A good starting point may be to assess the business as it is and identify the greatest areas of risk and stress. For example, does the farm currently, in the normal course of events, rely on a single source of income? If so, how secure is this income stream normally? To what degree can you usually control the outputs and inputs and profitability? Sometimes, it helps to involve someone outside the business who can look at options with complete objectivity.
Someone should also fully appraise the property to gain an understanding of what potential the assets might have in terms of alternative uses. Options are often linked to locational factors, planning potential and, most importantly, the landowner’s aspirations.
Clearly, if the business planning involves members of the next generation, ideally they should be involved in the discussions around future proofing the business, and any diversification activities that might be appropriate.
Diversification ideas for farming
If farmers wish to maintain links with animal husbandry, then less traditional livestock rearing might be an appropriate way forward. ‘Exotic’ species, are becoming an increasingly common sight in our fields, capitalising on rising interest in alternative, high value, niche products such meat and wool, from ostriches and wild boar to alpacas and llamas.
In normal times, tourism continues to be a viable investment opportunity in many regions.

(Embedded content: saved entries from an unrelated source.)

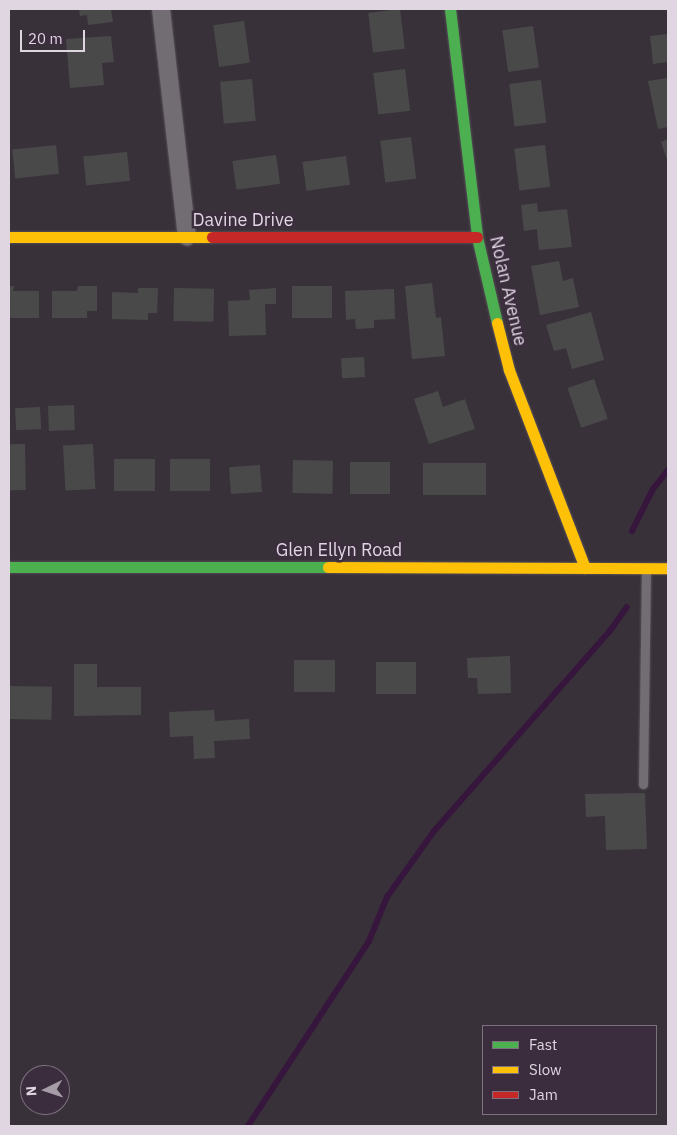 <!DOCTYPE html>
<style>
body{margin:0}
#map{position:relative;width:677px;height:1135px;overflow:hidden;background:#39313a;font-family:"IBM Plex Sans",sans-serif}
div>[style]{position:absolute}
.stream>*{height:6px;margin:-3px;padding:0 3px;transform-origin:3px;border-radius:3px;background:#36163c}
.building>*{inset:0;background:#4a494a;transform-origin:0 0}
.roads{filter:drop-shadow(0 0 1px #564f57) drop-shadow(0 0 1px #564f57)}
.lane>*{height:9px;margin:-4.5px;padding:0 4.5px;transform-origin:4.5px;border-radius:4.5px;background:#726c73}
.street>*{height:18px;margin:-9px;padding:0 9px;transform-origin:9px;border-radius:9px;background:#726c73}
.fast>*{height:11px;margin:-5.5px;padding:0 5.5px;transform-origin:5.5px;border-radius:5.5px;background:#4caf50}
.slow>*{height:11px;margin:-5.5px;padding:0 5.5px;transform-origin:5.5px;border-radius:5.5px;background:#ffc107}
.jam>*{height:11px;margin:-5.5px;padding:0 5.5px;transform-origin:5.5px;border-radius:5.5px;background:#c62828}
span{translate:-50% -50%;white-space:nowrap;text-align:center;line-height:1.15;-webkit-text-stroke:5px #3c2d3e;paint-order:stroke}
.street-label{font-size:18px;color:#dfd6e1}
.frame{position:absolute;inset:0;border:10px solid #dfd6e1;pointer-events:none}
.legend{position:absolute;left:482px;top:1025px;width:175px;height:90px;box-sizing:border-box;background:#3c2d3e;border:1px solid #7d717f;margin:0;padding:6px 9px;list-style:none;font-size:15px;color:#dfd6e1}
.legend li{display:flex;align-items:center;gap:10px;height:25px}
.legend b{width:25px;border:1px solid #7d717f}
.north{position:absolute;left:20px;top:1065px;width:50px;height:50px;box-sizing:border-box;background:#3c2d3e;border:1px solid #7d717f;border-radius:50%;rotate:266deg;font-size:14px;font-weight:700;line-height:20px;text-align:center;color:#dfd6e1}
.north::after{content:'';display:block;margin:auto;width:18px;height:22px;background:#a59ca7;clip-path:polygon(50% 0,100% 100%,50% 72%,0 100%)}
.scale{position:absolute;left:20px;top:30px;width:65px;height:22px;box-sizing:border-box;border:2px solid #dfd6e1;border-top:0;padding-left:6px;font-size:15px;line-height:18px;white-space:nowrap;color:#dfd6e1;-webkit-text-stroke:4px #3c2d3e;paint-order:stroke}
</style>
<div id="map">
<div class="stream">
<div style="left:632px;top:531px;width:47px;rotate:-63.4deg"></div>
<div style="left:653px;top:489px;width:24px;rotate:-52deg"></div>
<div style="left:248px;top:1126px;width:221px;rotate:-56.8deg"></div>
<div style="left:369px;top:941px;width:48px;rotate:-67.8deg"></div>
<div style="left:387px;top:897px;width:81px;rotate:-54.5deg"></div>
<div style="left:434px;top:831px;width:266px;rotate:-48.7deg"></div>
<div style="left:610px;top:631px;width:29px;rotate:-55deg"></div>
</div>
<div class="building">
<div style="clip-path:polygon(79px 9px,111px 9px,113px 22px,88px 25px,87px 15px,80px 16px)"></div>
<div style="left:400px;top:9px;width:40px;height:32px;rotate:83deg"></div>
<div style="left:244px;top:21px;width:42px;height:31px;rotate:82deg"></div>
<div style="left:533px;top:26px;width:42px;height:31px;rotate:82deg"></div>
<div style="clip-path:polygon(668px 34px,668px 62px,653px 64px,650px 36px)"></div>
<div style="clip-path:polygon(111px 36px,114px 62px,102px 63px,104px 85px,70px 88px,66px 39px)"></div>
<div style="left:405px;top:69px;width:42px;height:32px;rotate:83deg"></div>
<div style="clip-path:polygon(668px 78px,668px 127px,658px 129px,648px 81px)"></div>
<div style="left:252px;top:79px;width:42px;height:32px;rotate:85deg"></div>
<div style="left:541px;top:80px;width:43px;height:32px;rotate:83deg"></div>
<div style="left:411px;top:137px;width:42px;height:31px;rotate:83deg"></div>
<div style="clip-path:polygon(668px 139px,668px 163px,661px 142px)"></div>
<div style="left:56px;top:145px;width:29px;height:44px;rotate:84deg"></div>
<div style="left:545px;top:145px;width:42px;height:31px;rotate:83deg"></div>
<div style="left:127px;top:152px;width:29px;height:44px;rotate:84deg"></div>
<div style="left:276px;top:155px;width:29px;height:44px;rotate:82deg"></div>
<div style="left:346px;top:156px;width:29px;height:44px;rotate:82deg"></div>
<div style="clip-path:polygon(537px 203px,538px 212px,567px 209px,572px 247px,539px 250px,537px 229px,524px 231px,521px 205px)"></div>
<div style="clip-path:polygon(559px 261px,563px 281px,573px 278px,579px 307px,540px 315px,531px 266px)"></div>
<div style="clip-path:polygon(432px 283px,436px 318px,441px 317px,445px 356px,412px 359px,405px 286px)"></div>
<div style="clip-path:polygon(9px 286px,14px 286px,13px 291px,39px 291px,39px 318px,9px 318px)"></div>
<div style="clip-path:polygon(78px 286px,97px 286px,97px 311px,87px 311px,87px 318px,52px 318px,52px 291px,77px 291px)"></div>
<div style="left:292px;top:286px;width:40px;height:32px"></div>
<div style="clip-path:polygon(138px 288px,158px 288px,157px 313px,148px 313px,148px 320px,112px 319px,112px 292px,138px 293px)"></div>
<div style="left:174px;top:288px;width:40px;height:33px;rotate:1deg"></div>
<div style="clip-path:polygon(276px 288px,276px 304px,265px 304px,266px 335px,229px 336px,228px 301px,250px 300px,249px 290px)"></div>
<div style="clip-path:polygon(394px 289px,395px 319px,374px 320px,374px 328px,356px 329px,355px 319px,346px 320px,345px 291px)"></div>
<div style="clip-path:polygon(591px 312px,604px 360px,572px 369px,566px 348px,554px 351px,546px 325px)"></div>
<div style="left:364px;top:357px;width:20px;height:23px;rotate:87deg"></div>
<div style="left:594px;top:379px;width:42px;height:28px;rotate:71deg"></div>
<div style="clip-path:polygon(438px 391px,443px 407px,465px 399px,475px 429px,429px 444px,414px 399px)"></div>
<div style="left:74px;top:405px;width:25px;height:26px;rotate:88deg"></div>
<div style="left:40px;top:407px;width:22px;height:25px;rotate:87deg"></div>
<div style="left:25px;top:444px;width:46px;height:16px;rotate:89deg"></div>
<div style="left:93px;top:444px;width:45px;height:30px;rotate:87deg"></div>
<div style="left:114px;top:459px;width:41px;height:32px"></div>
<div style="left:170px;top:459px;width:40px;height:32px"></div>
<div style="left:293px;top:460px;width:40px;height:33px;rotate:1deg"></div>
<div style="left:350px;top:462px;width:40px;height:32px"></div>
<div style="left:423px;top:463px;width:63px;height:32px"></div>
<div style="left:260px;top:465px;width:27px;height:31px;rotate:86deg"></div>
<div style="clip-path:polygon(510px 656px,511px 693px,478px 694px,477px 678px,468px 678px,467px 658px)"></div>
<div style="left:294px;top:660px;width:41px;height:32px"></div>
<div style="left:376px;top:662px;width:40px;height:32px"></div>
<div style="clip-path:polygon(74px 664px,97px 664px,97px 687px,141px 687px,141px 715px,74px 716px)"></div>
<div style="left:9px;top:686px;width:43px;height:33px;rotate:1deg"></div>
<div style="clip-path:polygon(214px 710px,215px 721px,249px 719px,250px 739px,214px 741px,215px 758px,194px 759px,193px 736px,170px 737px,169px 712px)"></div>
<div style="clip-path:polygon(645px 793px,647px 849px,606px 850px,605px 816px,586px 817px,585px 794px)"></div>
</div>
<div class="roads">
<div class="lane">
<div style="left:643px;top:784px;width:215px;rotate:-89.2deg"></div>
</div>
<div class="street">
<div style="left:161px;top:9px;width:229px;rotate:83.5deg"></div>
</div>
<div class="fast">
<div style="left:450px;top:9px;width:230px;rotate:83.2deg"></div>
<div style="left:477px;top:237px;width:88px;rotate:76.9deg"></div>
<div style="left:9px;top:567px;width:319px"></div>
</div>
<div class="slow">
<div style="left:9px;top:237px;width:203px"></div>
<div style="left:497px;top:323px;width:49px;rotate:75.7deg"></div>
<div style="left:509px;top:370px;width:212px;rotate:69deg"></div>
<div style="left:328px;top:567px;width:340px;rotate:0.2deg"></div>
</div>
<div class="jam">
<div style="left:212px;top:237px;width:265px"></div>
</div>
</div>
<div class="street-label">
<span style="left:243px;top:220px">Davine Drive</span>
<span style="left:508px;top:291px;rotate:77deg">Nolan Avenue</span>
<span style="left:339px;top:550px">Glen Ellyn Road</span>
</div>
<div class="frame"></div>
<ul class="legend">
<li><b style="height:6px;background:#4caf50"></b>Fast</li>
<li><b style="height:6px;background:#ffc107"></b>Slow</li>
<li><b style="height:6px;background:#c62828"></b>Jam</li>
</ul>
<div class="north">N</div>
<div class="scale">20 m</div>
</div>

As well as camping, ‘glamping’ and traditional Bed and Breakfast breaks, the growing interest in sustainability and finding out where food comes from means that ‘working’ holidays on farms have an increasing appeal for busy city dwellers. In this era of Airbnb and Trivago, quality farm building conversion into covetable self-catering accommodation can also be a good option.

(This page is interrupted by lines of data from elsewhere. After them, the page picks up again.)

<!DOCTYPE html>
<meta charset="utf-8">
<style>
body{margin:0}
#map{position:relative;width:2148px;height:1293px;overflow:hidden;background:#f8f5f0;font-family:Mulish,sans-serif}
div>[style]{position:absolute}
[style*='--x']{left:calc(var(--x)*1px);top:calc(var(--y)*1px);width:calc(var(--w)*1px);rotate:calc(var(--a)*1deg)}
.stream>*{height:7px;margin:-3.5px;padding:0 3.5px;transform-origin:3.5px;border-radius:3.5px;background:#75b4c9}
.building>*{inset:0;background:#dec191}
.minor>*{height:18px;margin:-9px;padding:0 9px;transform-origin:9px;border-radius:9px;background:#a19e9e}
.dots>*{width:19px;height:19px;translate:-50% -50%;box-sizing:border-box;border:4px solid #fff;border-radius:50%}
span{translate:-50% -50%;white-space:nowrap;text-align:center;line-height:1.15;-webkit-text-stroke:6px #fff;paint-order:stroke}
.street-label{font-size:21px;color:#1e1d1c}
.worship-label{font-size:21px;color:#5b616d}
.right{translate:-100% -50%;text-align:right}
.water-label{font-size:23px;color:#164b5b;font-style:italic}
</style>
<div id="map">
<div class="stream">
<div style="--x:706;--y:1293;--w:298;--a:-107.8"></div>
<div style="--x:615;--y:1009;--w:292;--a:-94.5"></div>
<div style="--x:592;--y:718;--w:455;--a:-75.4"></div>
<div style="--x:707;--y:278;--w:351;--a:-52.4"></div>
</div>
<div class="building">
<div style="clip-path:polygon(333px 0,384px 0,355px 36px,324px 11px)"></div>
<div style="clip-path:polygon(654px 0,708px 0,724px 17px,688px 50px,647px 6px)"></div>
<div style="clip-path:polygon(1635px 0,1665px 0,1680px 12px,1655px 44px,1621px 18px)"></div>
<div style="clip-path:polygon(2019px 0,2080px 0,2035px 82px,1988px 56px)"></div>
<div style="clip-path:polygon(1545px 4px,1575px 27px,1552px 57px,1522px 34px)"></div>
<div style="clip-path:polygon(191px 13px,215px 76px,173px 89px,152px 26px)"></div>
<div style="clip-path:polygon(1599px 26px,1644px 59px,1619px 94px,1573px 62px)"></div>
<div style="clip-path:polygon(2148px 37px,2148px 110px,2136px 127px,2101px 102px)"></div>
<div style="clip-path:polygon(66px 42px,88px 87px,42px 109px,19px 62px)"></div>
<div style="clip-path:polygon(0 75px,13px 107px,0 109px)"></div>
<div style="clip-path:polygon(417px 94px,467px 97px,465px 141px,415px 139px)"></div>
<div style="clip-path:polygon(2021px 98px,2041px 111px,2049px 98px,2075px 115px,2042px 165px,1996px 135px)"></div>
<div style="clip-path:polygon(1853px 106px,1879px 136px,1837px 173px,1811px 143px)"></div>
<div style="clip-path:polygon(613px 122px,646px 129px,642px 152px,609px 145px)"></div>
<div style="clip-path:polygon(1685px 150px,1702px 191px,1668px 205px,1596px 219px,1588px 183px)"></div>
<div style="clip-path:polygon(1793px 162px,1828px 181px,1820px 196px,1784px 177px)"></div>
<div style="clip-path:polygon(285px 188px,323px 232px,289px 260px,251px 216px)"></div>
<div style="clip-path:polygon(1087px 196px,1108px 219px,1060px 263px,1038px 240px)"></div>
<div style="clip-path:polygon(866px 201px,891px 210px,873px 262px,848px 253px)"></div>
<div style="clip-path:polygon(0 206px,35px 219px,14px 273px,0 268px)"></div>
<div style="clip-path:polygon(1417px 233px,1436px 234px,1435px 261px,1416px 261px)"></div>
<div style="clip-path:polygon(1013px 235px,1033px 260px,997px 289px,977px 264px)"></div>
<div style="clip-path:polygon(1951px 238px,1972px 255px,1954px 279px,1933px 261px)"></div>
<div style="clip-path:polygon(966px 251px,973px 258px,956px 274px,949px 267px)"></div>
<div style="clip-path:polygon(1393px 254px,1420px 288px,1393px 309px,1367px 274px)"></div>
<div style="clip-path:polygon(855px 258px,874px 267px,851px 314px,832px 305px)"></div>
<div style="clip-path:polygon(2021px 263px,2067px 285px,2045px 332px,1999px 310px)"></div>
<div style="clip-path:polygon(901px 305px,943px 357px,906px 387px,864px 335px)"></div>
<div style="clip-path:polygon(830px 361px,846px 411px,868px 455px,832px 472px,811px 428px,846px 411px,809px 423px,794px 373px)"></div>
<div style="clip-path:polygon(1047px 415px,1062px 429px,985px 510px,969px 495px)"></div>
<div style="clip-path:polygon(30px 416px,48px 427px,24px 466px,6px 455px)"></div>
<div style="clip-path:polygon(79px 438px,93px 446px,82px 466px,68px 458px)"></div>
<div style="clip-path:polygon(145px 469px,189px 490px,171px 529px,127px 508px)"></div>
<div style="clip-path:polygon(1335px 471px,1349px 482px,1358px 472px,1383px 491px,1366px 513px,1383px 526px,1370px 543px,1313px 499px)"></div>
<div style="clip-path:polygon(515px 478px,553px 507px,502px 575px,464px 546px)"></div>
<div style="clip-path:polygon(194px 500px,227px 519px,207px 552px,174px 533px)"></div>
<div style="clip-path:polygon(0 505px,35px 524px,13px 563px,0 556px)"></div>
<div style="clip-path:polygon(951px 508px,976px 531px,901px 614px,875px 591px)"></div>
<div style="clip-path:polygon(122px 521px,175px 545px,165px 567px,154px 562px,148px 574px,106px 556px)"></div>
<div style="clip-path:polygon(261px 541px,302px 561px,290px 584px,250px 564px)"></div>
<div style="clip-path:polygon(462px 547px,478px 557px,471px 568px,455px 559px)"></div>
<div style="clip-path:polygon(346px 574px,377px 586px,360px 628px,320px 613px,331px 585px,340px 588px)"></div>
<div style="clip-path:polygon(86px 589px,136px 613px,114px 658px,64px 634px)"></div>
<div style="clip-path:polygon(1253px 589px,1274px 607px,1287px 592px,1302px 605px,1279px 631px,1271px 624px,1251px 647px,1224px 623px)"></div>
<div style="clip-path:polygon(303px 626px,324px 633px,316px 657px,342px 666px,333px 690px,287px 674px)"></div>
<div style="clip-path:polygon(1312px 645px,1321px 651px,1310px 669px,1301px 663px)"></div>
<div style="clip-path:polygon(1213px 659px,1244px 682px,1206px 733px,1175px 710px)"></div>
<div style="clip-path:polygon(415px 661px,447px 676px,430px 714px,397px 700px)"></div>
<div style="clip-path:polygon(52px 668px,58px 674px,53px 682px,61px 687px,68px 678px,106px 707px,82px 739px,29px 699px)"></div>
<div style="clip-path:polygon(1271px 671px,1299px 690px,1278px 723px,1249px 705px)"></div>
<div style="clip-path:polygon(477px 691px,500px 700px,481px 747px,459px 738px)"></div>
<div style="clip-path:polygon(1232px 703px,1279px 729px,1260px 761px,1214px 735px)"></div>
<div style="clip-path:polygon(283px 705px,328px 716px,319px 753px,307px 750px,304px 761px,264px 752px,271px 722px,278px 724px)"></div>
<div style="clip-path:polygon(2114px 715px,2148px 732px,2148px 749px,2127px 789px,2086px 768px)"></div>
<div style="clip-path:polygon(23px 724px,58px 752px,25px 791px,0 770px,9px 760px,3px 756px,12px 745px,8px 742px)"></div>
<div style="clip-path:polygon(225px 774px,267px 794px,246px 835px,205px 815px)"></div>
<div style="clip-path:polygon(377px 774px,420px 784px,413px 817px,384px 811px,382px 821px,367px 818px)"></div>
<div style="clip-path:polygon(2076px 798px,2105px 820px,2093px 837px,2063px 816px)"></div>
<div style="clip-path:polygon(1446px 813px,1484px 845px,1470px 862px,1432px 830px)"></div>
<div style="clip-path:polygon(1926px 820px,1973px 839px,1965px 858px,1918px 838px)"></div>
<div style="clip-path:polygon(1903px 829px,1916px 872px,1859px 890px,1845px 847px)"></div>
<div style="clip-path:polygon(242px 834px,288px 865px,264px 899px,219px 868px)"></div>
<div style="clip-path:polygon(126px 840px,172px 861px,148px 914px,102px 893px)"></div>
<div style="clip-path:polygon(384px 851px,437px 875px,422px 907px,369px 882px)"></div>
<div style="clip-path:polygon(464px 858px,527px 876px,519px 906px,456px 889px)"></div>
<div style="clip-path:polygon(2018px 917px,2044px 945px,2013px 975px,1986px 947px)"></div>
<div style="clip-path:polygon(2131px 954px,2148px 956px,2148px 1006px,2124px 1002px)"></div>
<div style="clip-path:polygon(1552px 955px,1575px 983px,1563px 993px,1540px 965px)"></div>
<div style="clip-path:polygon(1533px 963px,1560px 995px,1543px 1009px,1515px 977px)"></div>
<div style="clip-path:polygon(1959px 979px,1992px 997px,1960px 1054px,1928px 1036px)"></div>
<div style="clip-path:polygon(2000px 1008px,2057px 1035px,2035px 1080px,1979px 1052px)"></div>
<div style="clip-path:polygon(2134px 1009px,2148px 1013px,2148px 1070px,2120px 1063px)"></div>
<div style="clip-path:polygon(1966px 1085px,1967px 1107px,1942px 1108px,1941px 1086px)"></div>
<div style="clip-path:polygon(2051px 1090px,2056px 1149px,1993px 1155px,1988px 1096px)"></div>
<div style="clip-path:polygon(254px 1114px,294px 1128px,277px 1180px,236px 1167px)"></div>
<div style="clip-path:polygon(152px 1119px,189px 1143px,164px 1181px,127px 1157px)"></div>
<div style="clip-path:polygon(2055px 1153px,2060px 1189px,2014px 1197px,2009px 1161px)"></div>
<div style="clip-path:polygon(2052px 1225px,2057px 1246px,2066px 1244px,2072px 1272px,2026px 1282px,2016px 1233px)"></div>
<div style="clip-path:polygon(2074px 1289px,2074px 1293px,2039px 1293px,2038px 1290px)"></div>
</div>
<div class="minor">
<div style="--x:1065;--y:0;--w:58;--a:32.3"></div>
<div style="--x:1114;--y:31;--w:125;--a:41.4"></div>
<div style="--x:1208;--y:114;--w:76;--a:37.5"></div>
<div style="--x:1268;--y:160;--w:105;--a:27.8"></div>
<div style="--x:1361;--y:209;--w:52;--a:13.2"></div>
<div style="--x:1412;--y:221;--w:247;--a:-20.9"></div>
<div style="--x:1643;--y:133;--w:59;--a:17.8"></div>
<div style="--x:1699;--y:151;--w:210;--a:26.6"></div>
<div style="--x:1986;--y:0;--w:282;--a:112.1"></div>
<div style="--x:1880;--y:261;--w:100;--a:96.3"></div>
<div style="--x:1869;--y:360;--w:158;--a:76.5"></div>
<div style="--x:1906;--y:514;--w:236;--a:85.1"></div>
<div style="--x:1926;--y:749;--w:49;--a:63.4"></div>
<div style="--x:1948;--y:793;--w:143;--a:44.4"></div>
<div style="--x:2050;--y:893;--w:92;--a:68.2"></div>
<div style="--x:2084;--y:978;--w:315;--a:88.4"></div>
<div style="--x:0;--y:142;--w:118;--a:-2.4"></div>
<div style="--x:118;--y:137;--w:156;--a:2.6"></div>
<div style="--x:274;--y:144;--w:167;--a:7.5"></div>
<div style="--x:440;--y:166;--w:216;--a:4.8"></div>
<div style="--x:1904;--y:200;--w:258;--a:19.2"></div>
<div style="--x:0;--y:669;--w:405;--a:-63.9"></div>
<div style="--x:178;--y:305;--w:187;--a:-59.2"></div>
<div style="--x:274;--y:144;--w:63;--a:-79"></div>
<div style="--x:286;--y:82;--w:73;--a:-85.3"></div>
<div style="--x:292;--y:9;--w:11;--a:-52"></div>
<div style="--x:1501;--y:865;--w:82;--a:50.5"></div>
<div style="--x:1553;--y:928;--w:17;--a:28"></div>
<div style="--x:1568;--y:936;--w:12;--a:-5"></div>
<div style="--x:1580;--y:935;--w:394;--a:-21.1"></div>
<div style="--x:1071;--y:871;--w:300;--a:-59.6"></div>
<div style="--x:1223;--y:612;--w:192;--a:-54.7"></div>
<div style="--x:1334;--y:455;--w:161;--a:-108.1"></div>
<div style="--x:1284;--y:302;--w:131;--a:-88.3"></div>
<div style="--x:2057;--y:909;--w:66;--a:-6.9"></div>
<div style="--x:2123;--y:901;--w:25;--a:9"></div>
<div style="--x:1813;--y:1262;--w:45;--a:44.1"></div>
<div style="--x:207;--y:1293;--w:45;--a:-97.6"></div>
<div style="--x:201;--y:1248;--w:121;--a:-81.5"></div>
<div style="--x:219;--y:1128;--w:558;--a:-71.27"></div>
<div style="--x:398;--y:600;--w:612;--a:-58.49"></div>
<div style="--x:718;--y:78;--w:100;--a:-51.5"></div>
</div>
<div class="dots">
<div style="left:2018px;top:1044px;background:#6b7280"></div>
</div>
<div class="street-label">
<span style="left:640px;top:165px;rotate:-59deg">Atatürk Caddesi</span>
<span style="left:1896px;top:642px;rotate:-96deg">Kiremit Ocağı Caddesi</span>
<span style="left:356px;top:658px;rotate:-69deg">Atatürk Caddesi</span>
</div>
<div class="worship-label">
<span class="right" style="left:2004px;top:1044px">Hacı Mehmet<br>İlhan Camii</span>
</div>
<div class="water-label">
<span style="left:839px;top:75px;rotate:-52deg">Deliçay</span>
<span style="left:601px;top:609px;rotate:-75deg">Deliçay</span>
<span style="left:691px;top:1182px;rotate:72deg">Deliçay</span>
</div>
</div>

Whether you are looking for diversification opportunities that can provide substantial additional income streams to your core business or if you are looking to change tack completely, experts will also be able to advise you on what would work best for you.
You should plan to seek professional advice to find out if diversification is right for you and your farm’s future. An expert will help you assess your existing business, advise what choices are available to you, make you aware of any associated rules and regulations and can also suggest what funding options you should look into.